Across all of the records below, determine the number of lines containing the string "align"; reply with that number only.

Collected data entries
□ □ □
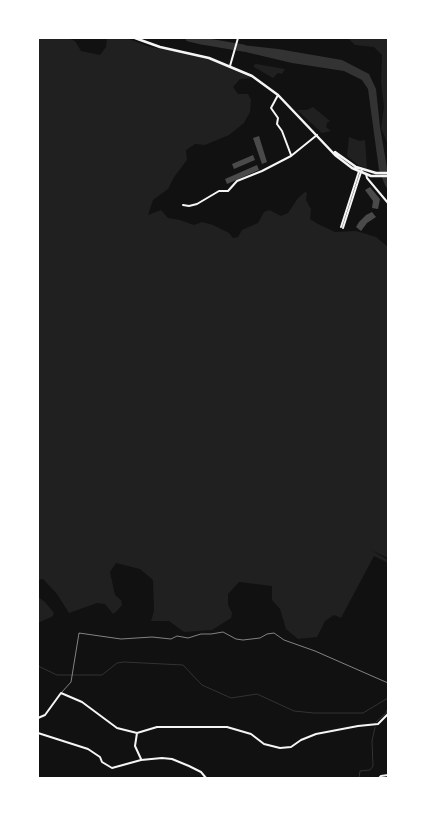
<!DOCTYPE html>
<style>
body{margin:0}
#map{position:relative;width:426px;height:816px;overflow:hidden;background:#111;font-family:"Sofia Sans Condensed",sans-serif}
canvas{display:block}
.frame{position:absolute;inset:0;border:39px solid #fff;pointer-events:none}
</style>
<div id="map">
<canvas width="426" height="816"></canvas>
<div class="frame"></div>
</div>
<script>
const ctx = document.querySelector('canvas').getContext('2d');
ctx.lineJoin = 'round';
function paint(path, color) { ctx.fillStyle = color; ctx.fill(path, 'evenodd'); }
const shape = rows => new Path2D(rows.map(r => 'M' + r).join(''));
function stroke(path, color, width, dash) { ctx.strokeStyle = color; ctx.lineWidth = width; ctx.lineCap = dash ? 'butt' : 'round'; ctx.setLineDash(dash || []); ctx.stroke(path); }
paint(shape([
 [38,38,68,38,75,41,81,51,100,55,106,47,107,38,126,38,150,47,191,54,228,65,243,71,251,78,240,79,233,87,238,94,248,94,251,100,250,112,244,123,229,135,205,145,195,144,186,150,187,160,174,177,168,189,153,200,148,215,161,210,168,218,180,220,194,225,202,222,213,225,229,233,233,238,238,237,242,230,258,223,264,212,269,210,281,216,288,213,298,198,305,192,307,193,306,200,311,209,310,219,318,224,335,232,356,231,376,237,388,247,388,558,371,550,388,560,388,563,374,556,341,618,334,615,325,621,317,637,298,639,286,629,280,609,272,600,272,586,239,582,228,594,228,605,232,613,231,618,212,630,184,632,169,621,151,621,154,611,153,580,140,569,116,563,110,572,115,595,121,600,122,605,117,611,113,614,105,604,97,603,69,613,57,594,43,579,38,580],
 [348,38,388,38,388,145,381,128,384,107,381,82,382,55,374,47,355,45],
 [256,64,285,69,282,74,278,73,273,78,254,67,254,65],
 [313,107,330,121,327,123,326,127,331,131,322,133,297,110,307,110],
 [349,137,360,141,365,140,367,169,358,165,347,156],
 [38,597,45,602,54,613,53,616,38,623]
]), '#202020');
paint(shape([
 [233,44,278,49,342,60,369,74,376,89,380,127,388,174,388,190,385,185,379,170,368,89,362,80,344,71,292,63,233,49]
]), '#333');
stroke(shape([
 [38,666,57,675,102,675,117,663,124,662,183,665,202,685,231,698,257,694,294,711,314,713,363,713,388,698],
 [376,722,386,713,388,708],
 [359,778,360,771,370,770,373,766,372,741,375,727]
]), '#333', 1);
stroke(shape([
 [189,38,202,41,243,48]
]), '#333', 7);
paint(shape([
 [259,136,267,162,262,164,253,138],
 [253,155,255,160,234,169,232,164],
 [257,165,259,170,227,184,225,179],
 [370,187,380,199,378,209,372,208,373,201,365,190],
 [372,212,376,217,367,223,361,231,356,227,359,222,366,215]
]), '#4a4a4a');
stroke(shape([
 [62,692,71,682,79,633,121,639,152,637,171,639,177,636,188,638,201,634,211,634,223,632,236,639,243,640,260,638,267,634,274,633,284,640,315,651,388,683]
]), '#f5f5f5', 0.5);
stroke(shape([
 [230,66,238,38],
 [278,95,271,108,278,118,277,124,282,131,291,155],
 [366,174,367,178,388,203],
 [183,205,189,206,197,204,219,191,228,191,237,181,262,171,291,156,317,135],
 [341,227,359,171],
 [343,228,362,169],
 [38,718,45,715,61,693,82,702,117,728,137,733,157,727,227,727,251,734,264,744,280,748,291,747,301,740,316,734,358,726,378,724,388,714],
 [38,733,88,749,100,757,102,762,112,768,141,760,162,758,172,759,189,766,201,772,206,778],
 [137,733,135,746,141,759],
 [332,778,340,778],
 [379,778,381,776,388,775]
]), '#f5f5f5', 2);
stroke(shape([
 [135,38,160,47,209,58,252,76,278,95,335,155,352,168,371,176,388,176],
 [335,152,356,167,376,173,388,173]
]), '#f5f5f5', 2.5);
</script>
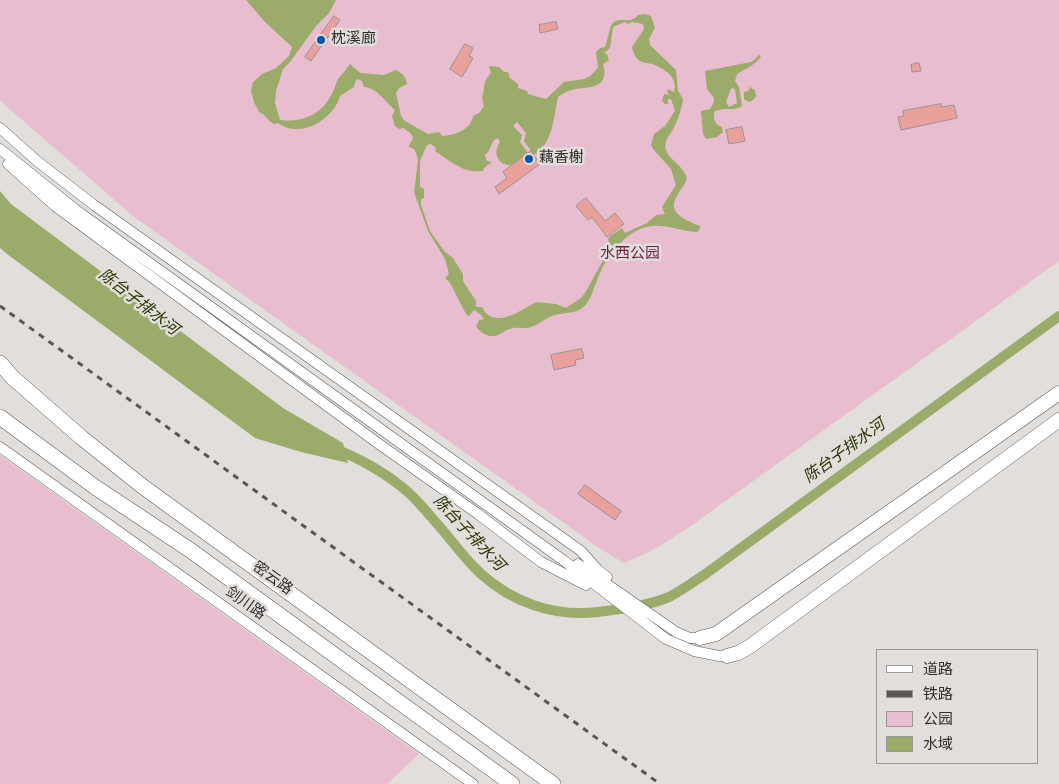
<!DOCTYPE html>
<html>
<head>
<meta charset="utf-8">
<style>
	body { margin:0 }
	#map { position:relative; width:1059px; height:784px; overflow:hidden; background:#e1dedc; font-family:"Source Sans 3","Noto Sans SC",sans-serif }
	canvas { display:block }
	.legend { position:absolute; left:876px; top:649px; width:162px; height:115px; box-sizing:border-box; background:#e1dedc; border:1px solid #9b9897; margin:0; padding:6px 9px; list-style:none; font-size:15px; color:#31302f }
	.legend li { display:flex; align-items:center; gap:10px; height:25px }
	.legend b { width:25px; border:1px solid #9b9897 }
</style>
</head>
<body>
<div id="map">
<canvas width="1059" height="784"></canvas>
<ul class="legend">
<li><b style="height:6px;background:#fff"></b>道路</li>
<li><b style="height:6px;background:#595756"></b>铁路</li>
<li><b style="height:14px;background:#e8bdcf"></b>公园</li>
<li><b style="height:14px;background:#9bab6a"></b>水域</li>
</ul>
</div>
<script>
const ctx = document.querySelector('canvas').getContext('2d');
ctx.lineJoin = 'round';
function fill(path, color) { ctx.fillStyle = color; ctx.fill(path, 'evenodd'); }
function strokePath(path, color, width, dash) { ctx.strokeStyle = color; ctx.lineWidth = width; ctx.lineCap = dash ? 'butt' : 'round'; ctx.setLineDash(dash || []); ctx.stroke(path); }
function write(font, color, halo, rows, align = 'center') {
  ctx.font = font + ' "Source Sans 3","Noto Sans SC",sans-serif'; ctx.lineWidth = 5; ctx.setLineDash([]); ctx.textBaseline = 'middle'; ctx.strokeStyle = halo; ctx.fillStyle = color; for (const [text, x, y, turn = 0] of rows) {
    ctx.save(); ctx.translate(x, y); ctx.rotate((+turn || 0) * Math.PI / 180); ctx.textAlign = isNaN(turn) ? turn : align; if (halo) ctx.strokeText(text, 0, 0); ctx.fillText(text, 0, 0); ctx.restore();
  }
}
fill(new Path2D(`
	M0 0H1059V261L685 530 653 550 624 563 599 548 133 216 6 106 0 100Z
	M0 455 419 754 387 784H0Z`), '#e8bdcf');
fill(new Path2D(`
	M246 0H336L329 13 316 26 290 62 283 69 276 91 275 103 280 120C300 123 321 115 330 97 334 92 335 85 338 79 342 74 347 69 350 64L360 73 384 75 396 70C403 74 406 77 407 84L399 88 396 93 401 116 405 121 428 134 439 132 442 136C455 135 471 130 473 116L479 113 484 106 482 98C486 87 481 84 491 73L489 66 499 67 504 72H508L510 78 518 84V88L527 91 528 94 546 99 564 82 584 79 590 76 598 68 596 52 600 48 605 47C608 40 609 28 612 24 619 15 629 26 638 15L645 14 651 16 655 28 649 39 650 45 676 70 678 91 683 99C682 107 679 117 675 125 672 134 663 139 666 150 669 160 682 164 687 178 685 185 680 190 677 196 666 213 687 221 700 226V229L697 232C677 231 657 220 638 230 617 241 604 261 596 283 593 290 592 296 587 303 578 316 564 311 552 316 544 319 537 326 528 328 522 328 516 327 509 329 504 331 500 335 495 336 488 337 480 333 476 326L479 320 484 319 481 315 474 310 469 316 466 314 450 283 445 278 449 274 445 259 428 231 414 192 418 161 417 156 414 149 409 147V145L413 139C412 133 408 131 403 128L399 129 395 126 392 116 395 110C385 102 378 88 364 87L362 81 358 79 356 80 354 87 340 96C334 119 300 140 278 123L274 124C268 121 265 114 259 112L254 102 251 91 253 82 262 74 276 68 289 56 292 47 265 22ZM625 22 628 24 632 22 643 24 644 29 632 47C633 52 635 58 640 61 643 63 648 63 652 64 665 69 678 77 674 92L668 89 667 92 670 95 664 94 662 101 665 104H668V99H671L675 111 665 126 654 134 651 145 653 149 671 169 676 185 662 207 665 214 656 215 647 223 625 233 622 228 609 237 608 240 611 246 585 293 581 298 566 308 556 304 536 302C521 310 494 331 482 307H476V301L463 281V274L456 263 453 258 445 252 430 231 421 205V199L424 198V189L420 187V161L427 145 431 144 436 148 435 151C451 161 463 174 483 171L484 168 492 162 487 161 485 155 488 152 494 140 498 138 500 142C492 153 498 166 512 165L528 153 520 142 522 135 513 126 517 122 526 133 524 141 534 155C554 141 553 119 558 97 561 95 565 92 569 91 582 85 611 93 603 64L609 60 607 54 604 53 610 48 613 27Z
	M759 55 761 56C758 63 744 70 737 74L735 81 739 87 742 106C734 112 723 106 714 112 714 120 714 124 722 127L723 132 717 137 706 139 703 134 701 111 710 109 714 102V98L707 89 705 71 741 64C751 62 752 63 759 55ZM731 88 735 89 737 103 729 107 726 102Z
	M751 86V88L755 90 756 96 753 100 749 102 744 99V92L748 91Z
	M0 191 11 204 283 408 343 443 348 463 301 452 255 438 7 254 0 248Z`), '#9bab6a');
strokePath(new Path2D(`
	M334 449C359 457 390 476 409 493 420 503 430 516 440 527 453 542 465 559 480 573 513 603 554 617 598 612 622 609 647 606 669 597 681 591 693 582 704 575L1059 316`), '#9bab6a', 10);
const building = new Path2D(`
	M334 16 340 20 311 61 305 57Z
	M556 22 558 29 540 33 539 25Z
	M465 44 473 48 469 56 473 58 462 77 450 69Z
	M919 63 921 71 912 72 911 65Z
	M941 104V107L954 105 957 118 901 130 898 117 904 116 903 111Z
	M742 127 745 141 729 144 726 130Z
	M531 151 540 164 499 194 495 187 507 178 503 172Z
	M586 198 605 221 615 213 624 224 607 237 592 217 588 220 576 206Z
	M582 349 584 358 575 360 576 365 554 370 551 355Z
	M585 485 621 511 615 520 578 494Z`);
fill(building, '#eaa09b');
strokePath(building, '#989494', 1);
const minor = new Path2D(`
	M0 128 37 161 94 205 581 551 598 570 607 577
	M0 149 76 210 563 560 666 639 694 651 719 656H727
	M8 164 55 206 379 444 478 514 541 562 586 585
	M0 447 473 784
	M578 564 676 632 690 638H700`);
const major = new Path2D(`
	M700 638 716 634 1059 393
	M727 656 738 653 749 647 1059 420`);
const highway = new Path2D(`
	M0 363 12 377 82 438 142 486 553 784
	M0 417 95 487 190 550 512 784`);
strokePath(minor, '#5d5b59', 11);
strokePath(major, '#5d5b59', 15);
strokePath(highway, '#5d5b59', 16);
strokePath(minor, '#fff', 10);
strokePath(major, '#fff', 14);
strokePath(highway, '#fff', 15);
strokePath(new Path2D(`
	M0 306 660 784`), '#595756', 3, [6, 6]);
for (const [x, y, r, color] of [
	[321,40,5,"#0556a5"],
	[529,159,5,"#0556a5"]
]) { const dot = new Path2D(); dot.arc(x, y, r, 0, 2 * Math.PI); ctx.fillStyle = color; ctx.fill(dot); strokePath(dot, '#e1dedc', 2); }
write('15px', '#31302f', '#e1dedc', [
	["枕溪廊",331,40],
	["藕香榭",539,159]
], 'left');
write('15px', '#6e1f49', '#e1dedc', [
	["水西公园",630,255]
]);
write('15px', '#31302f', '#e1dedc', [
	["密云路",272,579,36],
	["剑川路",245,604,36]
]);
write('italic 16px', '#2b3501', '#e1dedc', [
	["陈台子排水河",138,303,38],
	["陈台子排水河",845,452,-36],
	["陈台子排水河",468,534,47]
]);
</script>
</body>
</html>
□ □ □
• _Result of the exercise_
3